Weisz se quedó helado. ¿Podía llamar? ¿Enviar un cable? No, hasta podía empeorar las cosas. ¿Podía llamar a Alma Bruck? No, tal vez estuviese implicada. Christa sólo había dicho que era una amiga. Pues a Eric Wolf. Quizá. Tenía la sensación de que podía pedirle un favor, pero no más. Wolf ya estaba bastante ocupado, y no le había hecho mucha gracia involucrarse en los líos amorosos de un colega. Además, Weisz no tuvo más remedio que admitirlo, posiblemente Wolf ya hubiese hecho todo lo que había podido. Seguro que había pedido nombres, pero no los habían dado. No, debía mantener a Wolf en la reserva, ya que, si milagrosamente ella sobrevivía, si milagrosamente se trataba de otra red de espionaje, tendría que sacarla de Alemania, lo cual requeriría ponerse en contacto con él al menos una vez.

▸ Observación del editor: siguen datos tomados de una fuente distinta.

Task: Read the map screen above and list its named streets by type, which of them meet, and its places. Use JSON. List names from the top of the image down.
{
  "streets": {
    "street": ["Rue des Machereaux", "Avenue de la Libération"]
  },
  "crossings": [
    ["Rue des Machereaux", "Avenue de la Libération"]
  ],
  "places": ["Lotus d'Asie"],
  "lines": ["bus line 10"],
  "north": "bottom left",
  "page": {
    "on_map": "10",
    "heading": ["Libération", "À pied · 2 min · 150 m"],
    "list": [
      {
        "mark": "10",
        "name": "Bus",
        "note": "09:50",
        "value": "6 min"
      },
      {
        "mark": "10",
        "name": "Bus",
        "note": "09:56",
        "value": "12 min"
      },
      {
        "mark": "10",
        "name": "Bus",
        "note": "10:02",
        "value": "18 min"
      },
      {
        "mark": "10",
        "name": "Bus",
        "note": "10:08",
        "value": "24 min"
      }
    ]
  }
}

Pero era incapaz de aparcar el asunto. Con las manos encima del cable, que descansaba en la mesa, su cabeza saltaba de una posibilidad a la siguiente, dándole vueltas a todas, hasta que la secretaria entró con otro cable. «Alemania propone negociaciones para alianza URSS.»
Adiós a Christa. «No puedes hacer nada.» Angustiado, intentó trabajar.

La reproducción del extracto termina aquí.